Such waiver may not be effective to waive liabilities under the federal
securities laws and it is the view of the SEC that such a waiver is against
public policy.

         7.       GOVERNING LAW. THE INTERNAL LAW OF THE STATE OF NEW YORK SHALL
GOVERN AND BE USED TO CONSTRUE THIS SUPPLEMENTAL INDENTURE WITHOUT GIVING EFFECT
TO APPLICABLE PRINCIPLES OF CONFLICTS OF LAW TO THE EXTENT THAT THE APPLICATION
OF THE LAWS OF ANOTHER JURISDICTION WOULD BE REQUIRED THEREBY.

         8.       SUBMISSION TO JURISDICTION; SERVICE OF PROCESS; WAIVER OF JURY
TRIAL. Each party hereto hereby submits to the nonexclusive jurisdiction of the
United States District Court for the Southern District of New York and of any
New York State Court sitting in New York City for purposes of all legal
proceedings arising out of or relating to this Supplemental Indenture, the
Notes, the Guarantees or the transactions contemplated hereby and thereby. Each
party hereto irrevocably waives, to the fullest extent permitted by law, any
objection which it may now or hereafter have to the laying of the venue of any
such proceeding brought in such a court and any claim that any such proceeding
brought in such a court has been brought in an inconvenient forum. Process in
any such suit, action or proceeding may be served on any party anywhere in the
world, whether within or without the State of New York. Without limiting the
foregoing, the parties agree that service of process upon such party at the
address referred to in Section 11.02 of the Base Indenture, together with
written notice of such service to such party, shall be deemed effective service
of process upon such party. Each of the parties hereto irrevocably waives any
and all rights to trial by jury in any legal proceeding arising out of or
relating to the Indenture, the Notes, the Guarantees or the transactions
contemplated hereby and thereby.

         9.       COUNTERPARTS.  The parties may sign any number of copies of
this Supplemental Indenture. Each signed copy shall be an original, but all of
them together represent the same agreement.

                                      68



         10.      EFFECT OF HEADINGS.  The Section headings herein are for
convenience only and shall not affect the construction hereof.

         11.      THE TRUSTEE.  The Trustee shall not be responsible in any
manner whatsoever for or in respect of the validity or sufficiency of this
Supplemental Indenture or for or in respect of the recitals contained herein,
all of which recitals are made solely by the Guaranteeing Subsidiary and the
Company.

         12.      SUBORDINATION. The Subsidiary Guarantees are subordinated to
Senior Indebtedness, as defined in the First Supplement Indenture. To the
extent provided in the First Supplemental Indenture, Senior Indebtedness must
be paid in full before the Notes may be paid.

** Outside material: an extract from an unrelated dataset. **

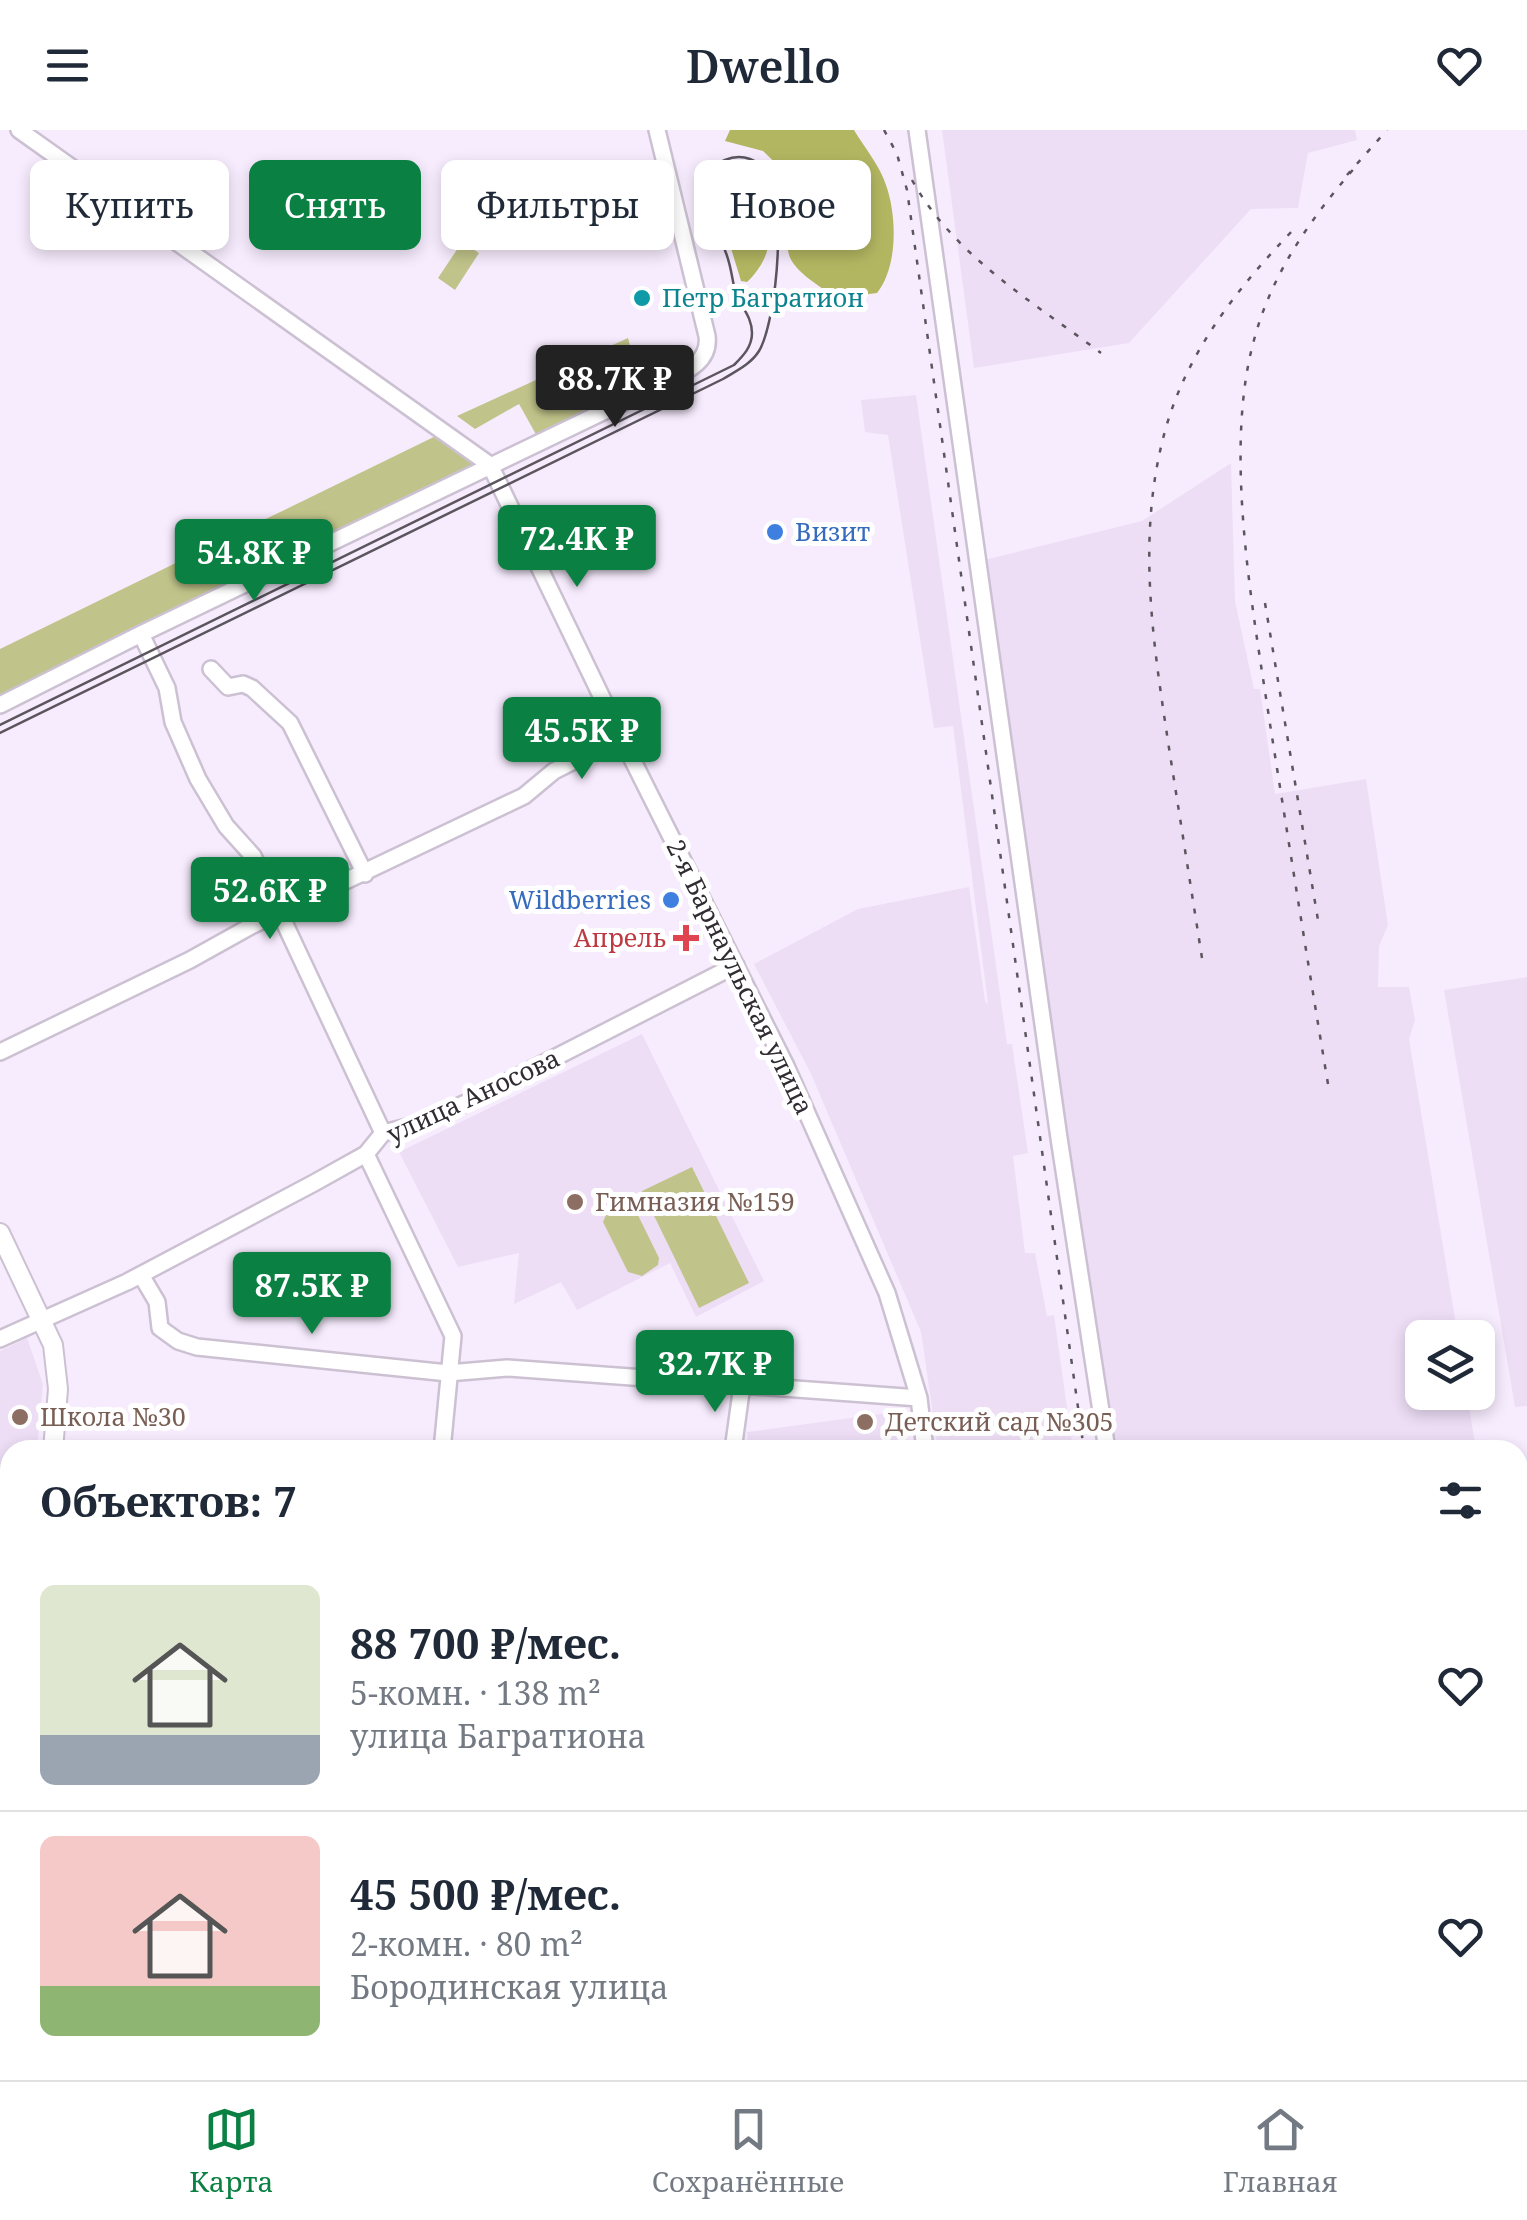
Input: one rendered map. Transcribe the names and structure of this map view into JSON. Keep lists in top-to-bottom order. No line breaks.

Each Guarantor hereby agrees, and
each Holder, by accepting a Guarantee hereby agrees, to the subordination
provisions contained in the Indenture and authorizes the Trustee to give them
effect and appoints the Trustee as attorney-in-fact for such purpose.

                                      69



         IN WITNESS WHEREOF, the parties hereto have caused this Supplemental
Indenture to be duly executed and attested, all as of the date first above
written.

Dated:  _______________, ____
                                       [GUARANTEEING SUBSIDIARY]

                                       By:  ______________________________
                                       Name:
                                       Title:

                                       ENTERCOM RADIO, LLC

                                       By:  ______________________________
                                       Name:
                                       Title:

                                       ENTERCOM CAPITAL, INC.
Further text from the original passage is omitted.